■ Problem to solve:
The exercise asks you to copy every line below in which "screen" appears.

■ Supplied material:
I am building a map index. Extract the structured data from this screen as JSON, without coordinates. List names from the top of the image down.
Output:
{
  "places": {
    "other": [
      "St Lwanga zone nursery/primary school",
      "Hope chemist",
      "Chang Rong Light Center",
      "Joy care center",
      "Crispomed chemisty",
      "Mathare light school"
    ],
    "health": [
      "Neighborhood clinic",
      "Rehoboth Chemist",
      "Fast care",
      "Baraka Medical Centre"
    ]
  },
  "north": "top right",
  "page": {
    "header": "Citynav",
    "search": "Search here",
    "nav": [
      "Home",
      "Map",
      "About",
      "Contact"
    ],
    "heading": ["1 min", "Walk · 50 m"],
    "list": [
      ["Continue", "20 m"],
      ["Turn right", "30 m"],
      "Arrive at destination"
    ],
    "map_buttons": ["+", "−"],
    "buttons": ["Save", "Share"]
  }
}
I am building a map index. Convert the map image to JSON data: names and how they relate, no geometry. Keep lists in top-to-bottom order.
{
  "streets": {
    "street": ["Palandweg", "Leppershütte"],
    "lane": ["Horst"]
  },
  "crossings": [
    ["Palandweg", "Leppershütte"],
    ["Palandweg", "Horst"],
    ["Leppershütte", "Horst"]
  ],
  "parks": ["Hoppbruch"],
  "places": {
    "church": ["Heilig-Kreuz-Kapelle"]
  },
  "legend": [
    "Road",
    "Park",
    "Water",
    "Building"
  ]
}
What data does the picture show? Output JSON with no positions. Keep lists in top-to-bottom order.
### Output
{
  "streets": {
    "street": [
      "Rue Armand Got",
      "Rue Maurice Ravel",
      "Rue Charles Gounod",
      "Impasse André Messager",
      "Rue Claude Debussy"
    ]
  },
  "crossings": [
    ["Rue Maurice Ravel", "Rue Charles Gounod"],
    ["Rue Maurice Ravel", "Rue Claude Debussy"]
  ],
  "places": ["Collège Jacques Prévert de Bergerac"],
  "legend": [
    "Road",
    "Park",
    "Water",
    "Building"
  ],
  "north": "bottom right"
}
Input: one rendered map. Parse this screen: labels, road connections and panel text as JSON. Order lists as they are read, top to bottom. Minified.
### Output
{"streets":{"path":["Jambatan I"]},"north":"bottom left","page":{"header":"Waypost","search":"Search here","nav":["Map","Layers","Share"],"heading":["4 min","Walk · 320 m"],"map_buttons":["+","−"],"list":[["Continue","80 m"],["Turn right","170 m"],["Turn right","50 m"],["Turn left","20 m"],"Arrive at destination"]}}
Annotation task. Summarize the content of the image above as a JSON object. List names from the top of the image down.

■ Output for this task:
I am building a map index. Extract the structured data from this screen as JSON, without coordinates. List names from the top of the image down.
Input: one rendered map. Parse this screen: labels, road connections and panel text as JSON. Order lists as they are read, top to bottom. Minified.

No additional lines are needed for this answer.